“Professor, Are You Cynical?”

Tuesday 04 February 2025

During the Spring 2024 semester, I began creating new content for the revised draft of my Katyn manuscript.  Originally, this piece was to be a blog intended for my “Professor….” Series.  While drafting it, I quickly realized it was becoming a long, very complicated essay exploring cynicism, supposedly, mine.  By the way, I am NOT a cynic! 

I considered what I had written in that preliminary draft more appropriate for the Katyn revision, not here as a blog.  Once completed, I added this piece to what I had initially called THE AFTERWARD, the last chapter of my newly revised Katyn manuscript.  I had planned to use this piece as a “preface” to explain why I still cared about Katyn as a writing subject after experiencing bouts of severe writer’s block and other obstacles. 

I also added to the first draft of THE AFTERWARD another classroom experience about a student’s worry that I was teaching the war class far too long, to the detriment of my mental health.  I will share that piece here next week. 

After King Arthur and I reviewed and edited THE AFTERWARD, we both decided this piece didn’t work as well as a manuscript chapter.  So, I am returning it here, where I originally intended to publish it.

I have made some editorial changes for clarity. 

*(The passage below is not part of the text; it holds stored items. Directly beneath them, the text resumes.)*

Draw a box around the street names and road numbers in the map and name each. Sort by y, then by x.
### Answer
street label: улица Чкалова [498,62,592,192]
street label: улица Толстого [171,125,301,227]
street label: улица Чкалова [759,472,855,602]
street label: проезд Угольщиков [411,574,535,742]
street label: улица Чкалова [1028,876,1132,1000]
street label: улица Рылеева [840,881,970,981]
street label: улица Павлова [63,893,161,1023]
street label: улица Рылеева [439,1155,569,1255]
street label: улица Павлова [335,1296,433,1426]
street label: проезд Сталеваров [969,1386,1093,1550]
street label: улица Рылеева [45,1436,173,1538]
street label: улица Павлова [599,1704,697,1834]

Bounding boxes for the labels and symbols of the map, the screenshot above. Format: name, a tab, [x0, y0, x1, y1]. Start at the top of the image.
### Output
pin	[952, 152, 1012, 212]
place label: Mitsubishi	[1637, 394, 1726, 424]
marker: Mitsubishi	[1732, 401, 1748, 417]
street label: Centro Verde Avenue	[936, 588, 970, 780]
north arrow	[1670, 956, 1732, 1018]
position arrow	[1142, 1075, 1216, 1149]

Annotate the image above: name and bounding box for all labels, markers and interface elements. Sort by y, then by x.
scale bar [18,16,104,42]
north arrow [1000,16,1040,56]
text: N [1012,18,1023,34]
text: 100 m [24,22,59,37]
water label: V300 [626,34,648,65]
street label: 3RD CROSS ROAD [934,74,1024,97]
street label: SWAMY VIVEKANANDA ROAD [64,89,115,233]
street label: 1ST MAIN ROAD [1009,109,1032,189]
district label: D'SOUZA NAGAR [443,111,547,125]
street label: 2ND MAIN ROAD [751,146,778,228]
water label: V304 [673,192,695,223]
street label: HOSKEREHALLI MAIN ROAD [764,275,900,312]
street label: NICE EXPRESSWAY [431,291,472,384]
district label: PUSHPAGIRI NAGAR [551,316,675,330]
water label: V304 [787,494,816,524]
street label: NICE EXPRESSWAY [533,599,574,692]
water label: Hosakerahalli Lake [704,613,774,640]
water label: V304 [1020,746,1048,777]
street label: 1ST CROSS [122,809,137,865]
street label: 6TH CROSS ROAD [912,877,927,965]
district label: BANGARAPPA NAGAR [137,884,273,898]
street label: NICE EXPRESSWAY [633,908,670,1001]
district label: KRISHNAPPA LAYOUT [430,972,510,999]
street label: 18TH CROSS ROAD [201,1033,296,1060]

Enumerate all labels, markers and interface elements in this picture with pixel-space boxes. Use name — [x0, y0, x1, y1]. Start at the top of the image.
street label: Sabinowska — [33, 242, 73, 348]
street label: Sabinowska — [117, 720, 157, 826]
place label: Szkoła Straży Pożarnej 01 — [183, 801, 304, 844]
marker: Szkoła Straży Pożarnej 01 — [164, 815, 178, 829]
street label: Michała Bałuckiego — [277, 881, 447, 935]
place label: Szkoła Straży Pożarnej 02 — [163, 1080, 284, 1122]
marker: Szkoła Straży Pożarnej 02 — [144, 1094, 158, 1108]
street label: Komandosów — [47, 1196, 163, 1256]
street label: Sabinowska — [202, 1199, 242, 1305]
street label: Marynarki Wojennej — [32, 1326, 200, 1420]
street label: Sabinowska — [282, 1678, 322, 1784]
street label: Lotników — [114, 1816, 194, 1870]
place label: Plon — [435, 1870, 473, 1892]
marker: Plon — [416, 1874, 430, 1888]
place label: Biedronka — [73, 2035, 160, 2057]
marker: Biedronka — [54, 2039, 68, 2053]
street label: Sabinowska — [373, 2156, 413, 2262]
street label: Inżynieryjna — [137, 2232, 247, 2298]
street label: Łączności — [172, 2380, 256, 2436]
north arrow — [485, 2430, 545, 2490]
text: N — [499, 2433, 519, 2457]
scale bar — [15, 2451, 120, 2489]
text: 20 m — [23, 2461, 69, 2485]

“Professor, are you cynical?” Andromeda Savant, my student, wanted to know.  She posed this question during my first, introductory remarks on slain Russian journalist, Anna Politkovskaya.  The other students in the war class immediately studied her with their eyes, wondering, perhaps, why she may have considered me a cynic, or why did she ask such a question here, now. 

To me, her question was more like a shock of recognition.  I’ve been accused sometimes by worried loved ones, I think unfairly and groundlessly, of being a cynic.  At certain times, I did consider myself one, if only temporarily, conditionally, and even lazily.  I know that I am a skeptic, one who poses hard, demanding questions about life and art, one who feels unconvinced by quick, simplistic answers about existential meaning or literary interpretation.

I chuckled, not in a condescending way but in gratitude for being asked such a question.  Andromeda also smiled, acknowledging that I understood her motivation for asking and knowing the answer.  The other students looked more stupefied.  This moment was the beginning of a debate between two old spirits.  My laughter lasted longer than it should have; however, it wasn’t mean-spirited.  “With whom have you been talking?” I began, still giggling.  “You’re not the first person to accuse me of being a cynic.  I’m not, but the way; I’m a skeptic” I said, while reliving those moments when others questioned my philosophy on life. 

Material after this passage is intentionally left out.